Teaching unions are blocking reform of the education system, a report by independent think-tank Reform has said.
Written by Richard Tice, chairman of governors at Northampton Academy, part of the network of publicly-funded independently run schools, the report said to improve educational performance there needed to be radical changes to the employment of teachers and regulations on discipline, curriculum and performance tables.
Tice’s report said the unions should transform their role from a “blocker of reform” to becoming a positive driver of change.
The government should roll out the academy programme to the majority of state schools, meaning they would be responsible for setting teacher’s pay and conditions locally, driving up teaching quality, the report said.
The benefits would mean more schools would resemblew successful businesses, with better managers on improved salaries and more motivated teachers.
“The extent to which the influence of teaching unions permeates the whole of the schools’ activity was surprising to me,” Tice said.
“Teachers’ conditions of service are agreed at a national level between employers and teaching unions.
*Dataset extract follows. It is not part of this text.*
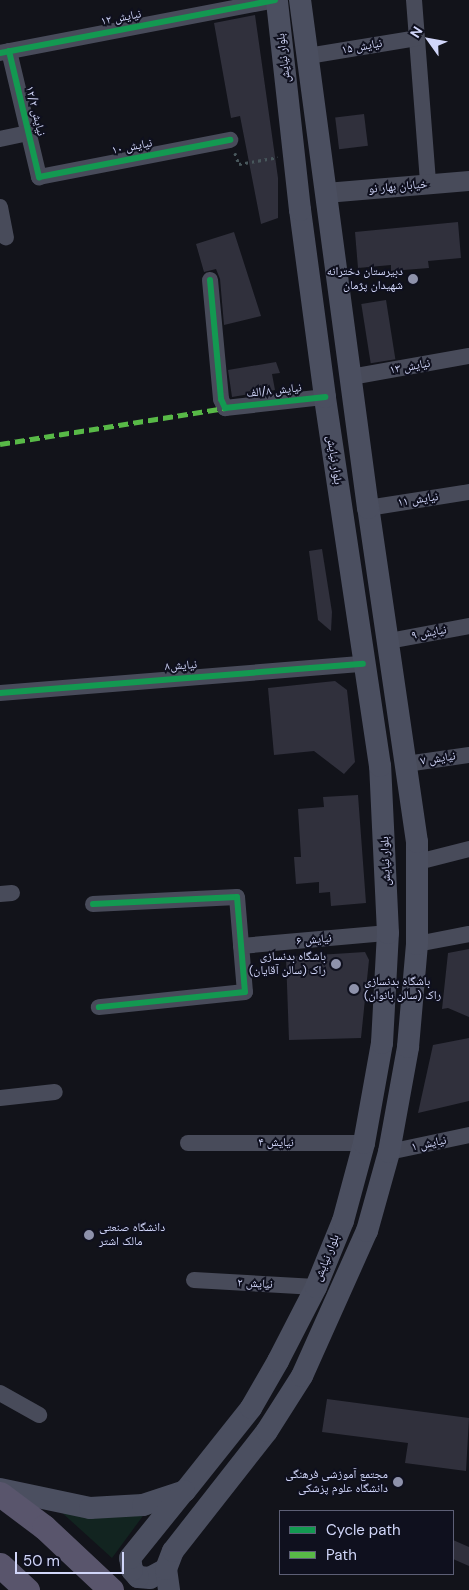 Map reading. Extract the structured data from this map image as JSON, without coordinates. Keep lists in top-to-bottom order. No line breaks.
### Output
{"streets":{"main road":["بلوار نیایش"],"street":["نیایش ۱۲","۱۵ نیایش","۱۲/۲ نیایش","نیایش ۱۰","خیابان بهار نو","نیایش ۱۳","نیایش ۸/الف","نیایش ۱۱","نیایش ۹","نیایش۸","نیایش ۷","نیایش ۶","نیایش ۴","نیایش ۱","نیایش ۲"]},"crossings":[["نیایش ۱۲","بلوار نیایش"],["نیایش ۱۲","۱۲/۲ نیایش"],["۱۵ نیایش","بلوار نیایش"],["بلوار نیایش","خیابان بهار نو"],["بلوار نیایش","نیایش ۱۳"],["بلوار نیایش","نیایش ۸/الف"],["بلوار نیایش","نیایش ۱۱"],["بلوار نیایش","نیایش ۹"],["بلوار نیایش","نیایش۸"],["بلوار نیایش","نیایش ۷"],["بلوار نیایش","نیایش ۶"],["بلوار نیایش","نیایش ۴"],["بلوار نیایش","نیایش ۱"],["بلوار نیایش","نیایش ۲"],["۱۲/۲ نیایش","نیایش ۱۰"]],"places":["دبیرستان دخترانه شهیدان پژمان","باشگاه بدنسازی راک (سالن آقایان)","باشگاه بدنسازی راک (سالن بانوان)","دانشگاه صنعتی مالک اشتر","مجتمع آموزشی فرهنگی دانشگاه علوم پزشکی"],"legend":["Cycle path","Path"],"scale_bar":"50 m","north":"top left"} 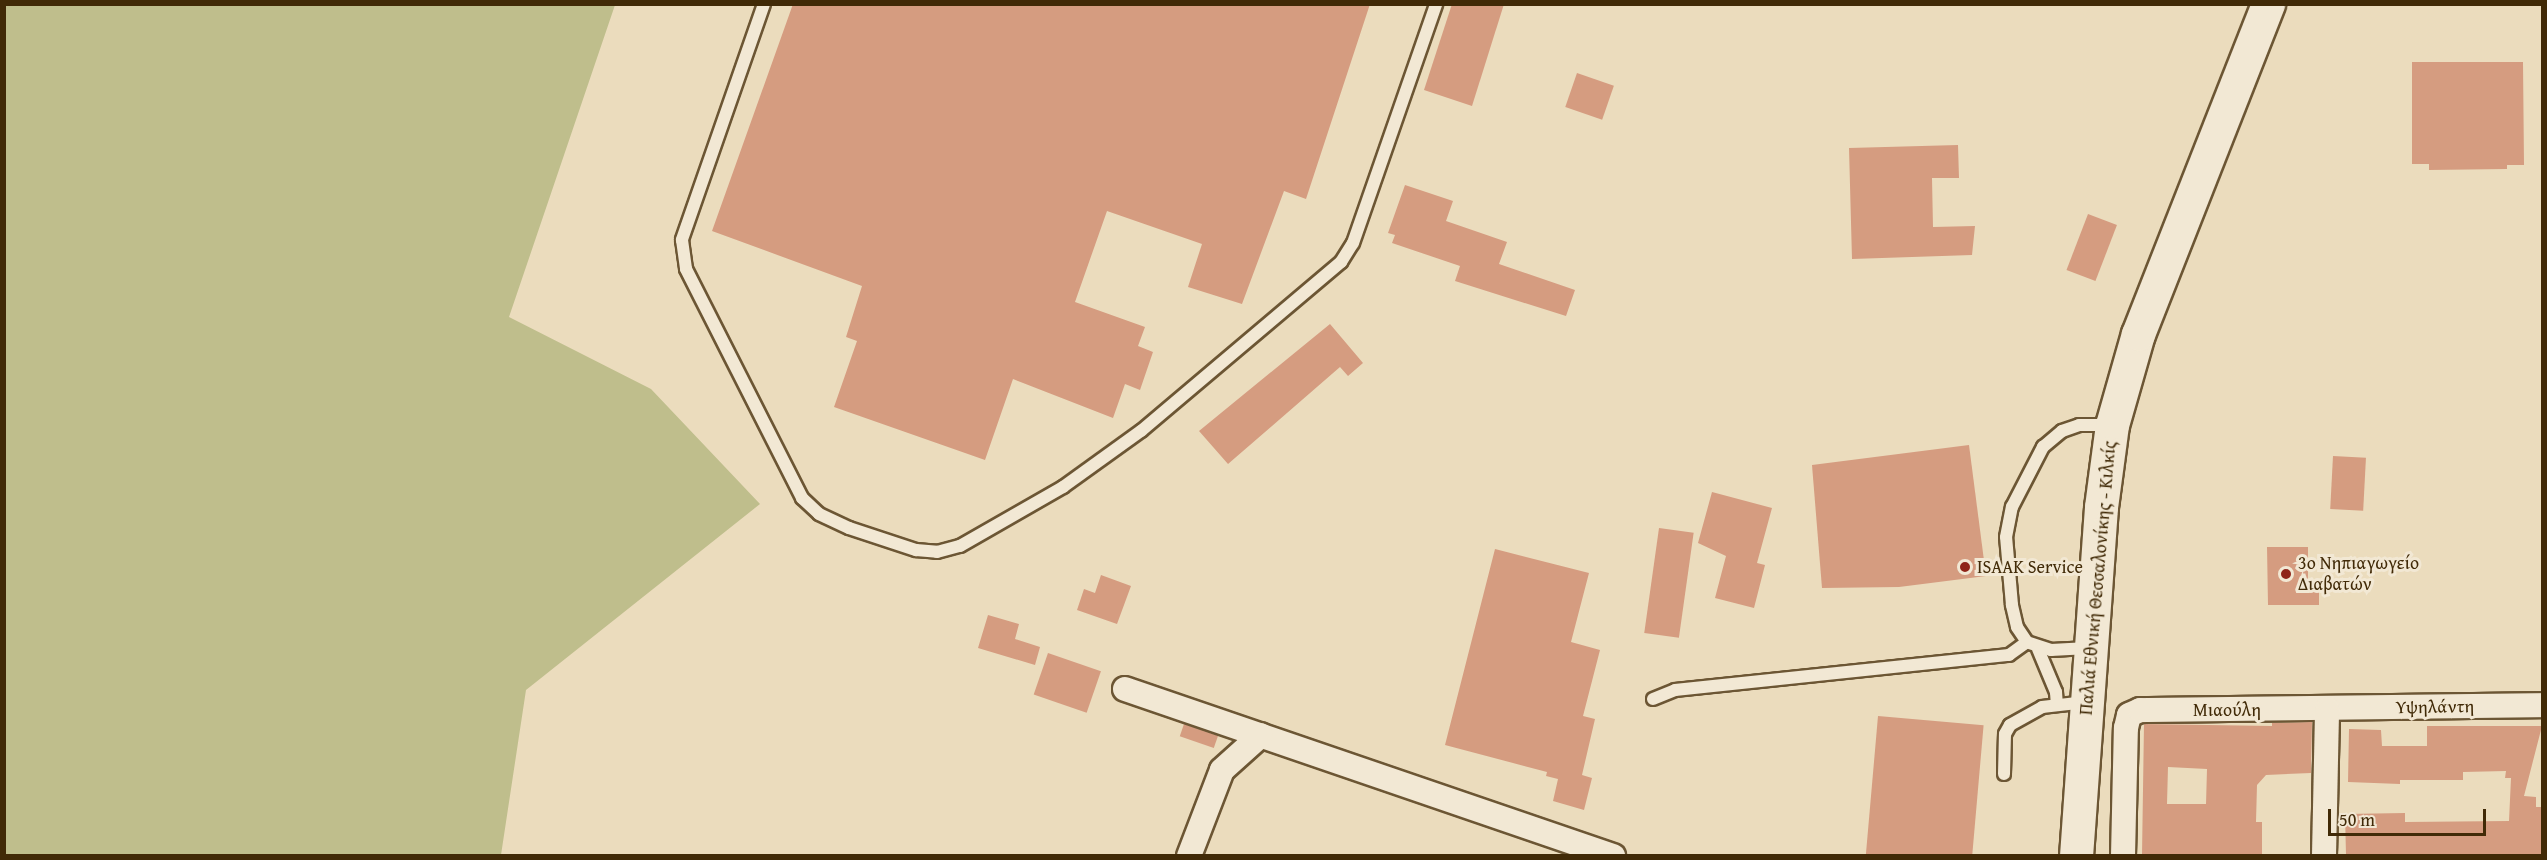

In practice these agreements have enabled unions to be the blockers of reform, instead of organisations that support teachers to do a good job.”
The report said it could take up to a year to get rid of a substandard teacher.
“Teachers who cannot control classes, who will not follow heads’ policies and who are on constant sick registers need to be let go, either to pursue another career or retrain in their current posts,” the report concluded.
The National Union of Teachers labelled the report as “claptrap”.